◆ Task to complete ◆
Filter the data for lines with the word "านเกาะ" and copy those lines.
Segment Start: Records supplied
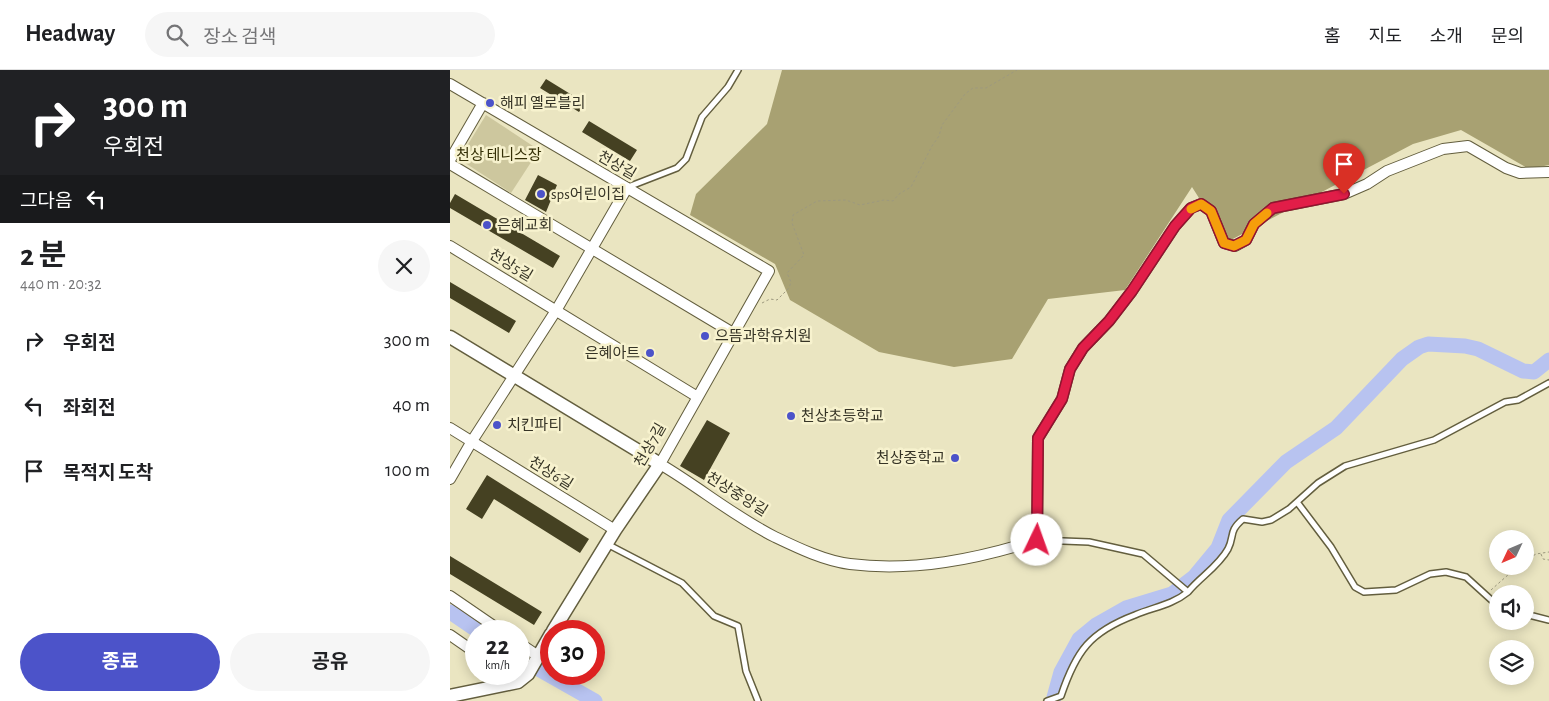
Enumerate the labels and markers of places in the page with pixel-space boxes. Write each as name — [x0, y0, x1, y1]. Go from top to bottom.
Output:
place label: 해피 옐로블리 — [500, 95, 585, 111]
marker: 해피 옐로블리 — [484, 97, 496, 109]
pin — [1323, 143, 1365, 194]
place label: sps어린이집 — [551, 186, 625, 202]
marker: sps어린이집 — [535, 188, 547, 200]
place label: 은혜교회 — [497, 217, 552, 233]
marker: 은혜교회 — [481, 219, 493, 231]
place label: 으뜸과학유치원 — [715, 327, 812, 344]
marker: 으뜸과학유치원 — [699, 330, 711, 342]
place label: 은혜아트 — [585, 345, 640, 361]
marker: 은혜아트 — [644, 347, 656, 359]
place label: 천상초등학교 — [801, 407, 884, 424]
marker: 천상초등학교 — [785, 410, 797, 422]
place label: 치킨파티 — [507, 417, 562, 433]
marker: 치킨파티 — [491, 419, 503, 431]
place label: 천상중학교 — [876, 449, 945, 466]
marker: 천상중학교 — [949, 452, 961, 464]

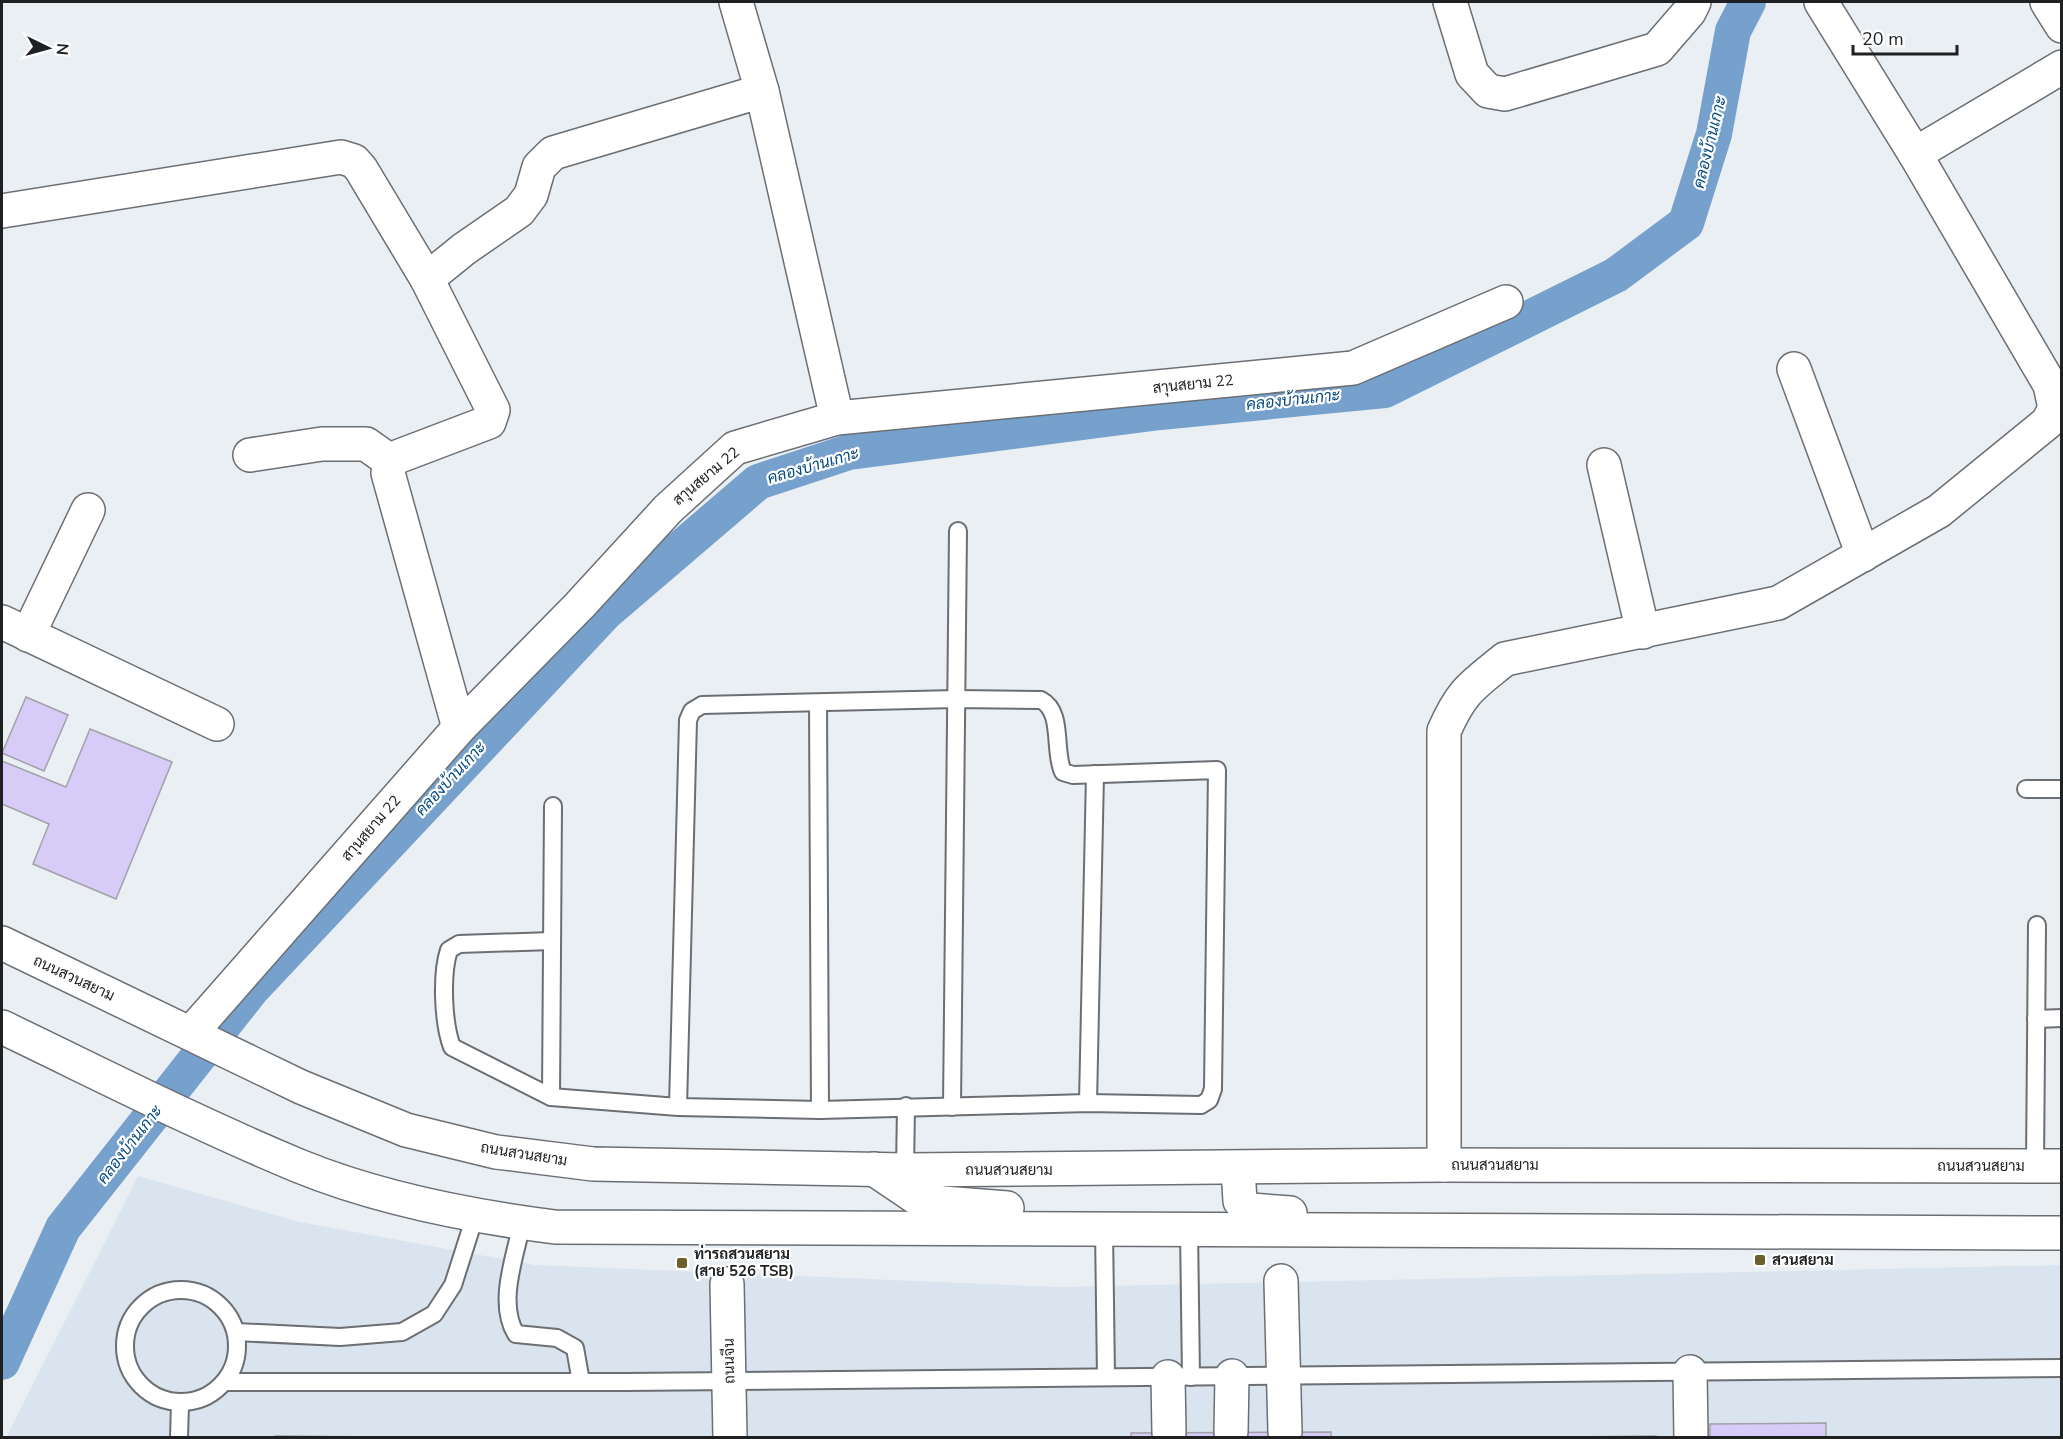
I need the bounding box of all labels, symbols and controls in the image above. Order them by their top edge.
north arrow [18,18,78,78]
scale bar [1853,18,1956,56]
text: 20 m [1862,27,1904,51]
text: N [50,42,73,56]
water label: คลองบ้านเกาะ [1687,93,1732,191]
street label: สาุนสยาม 22 [1152,370,1235,399]
water label: คลองบ้านเกาะ [1245,383,1342,416]
water label: คลองบ้านเกาะ [765,441,862,490]
street label: สาุนสยาม 22 [668,442,744,511]
water label: คลองบ้านเกาะ [410,736,491,821]
street label: สาุนสยาม 22 [337,791,406,866]
street label: ถนนสวนสยาม [30,950,118,1006]
water label: คลองบ้านเกาะ [91,1100,168,1189]
street label: ถนนสวนสยาม [479,1137,569,1171]
street label: ถนนสวนสยาม [1451,1155,1539,1175]
street label: ถนนสวนสยาม [1937,1156,2025,1176]
street label: ถนนสวนสยาม [965,1160,1053,1180]
place label: ท่ารถสวนสยาม (สาย 526 TSB) [694,1244,794,1281]
place label: สวนสยาม [1772,1250,1834,1270]
marker: สวนสยาม [1753,1253,1767,1267]
marker: ท่ารถสวนสยาม (สาย 526 TSB) [675,1256,689,1270]
street label: ถนนจีน [719,1338,739,1384]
Segment End: Records supplied
◆ Exercise output ◆
water label: คลองบ้านเกาะ [1687,93,1732,191]
water label: คลองบ้านเกาะ [1245,383,1342,416]
water label: คลองบ้านเกาะ [765,441,862,490]
water label: คลองบ้านเกาะ [410,736,491,821]
water label: คลองบ้านเกาะ [91,1100,168,1189]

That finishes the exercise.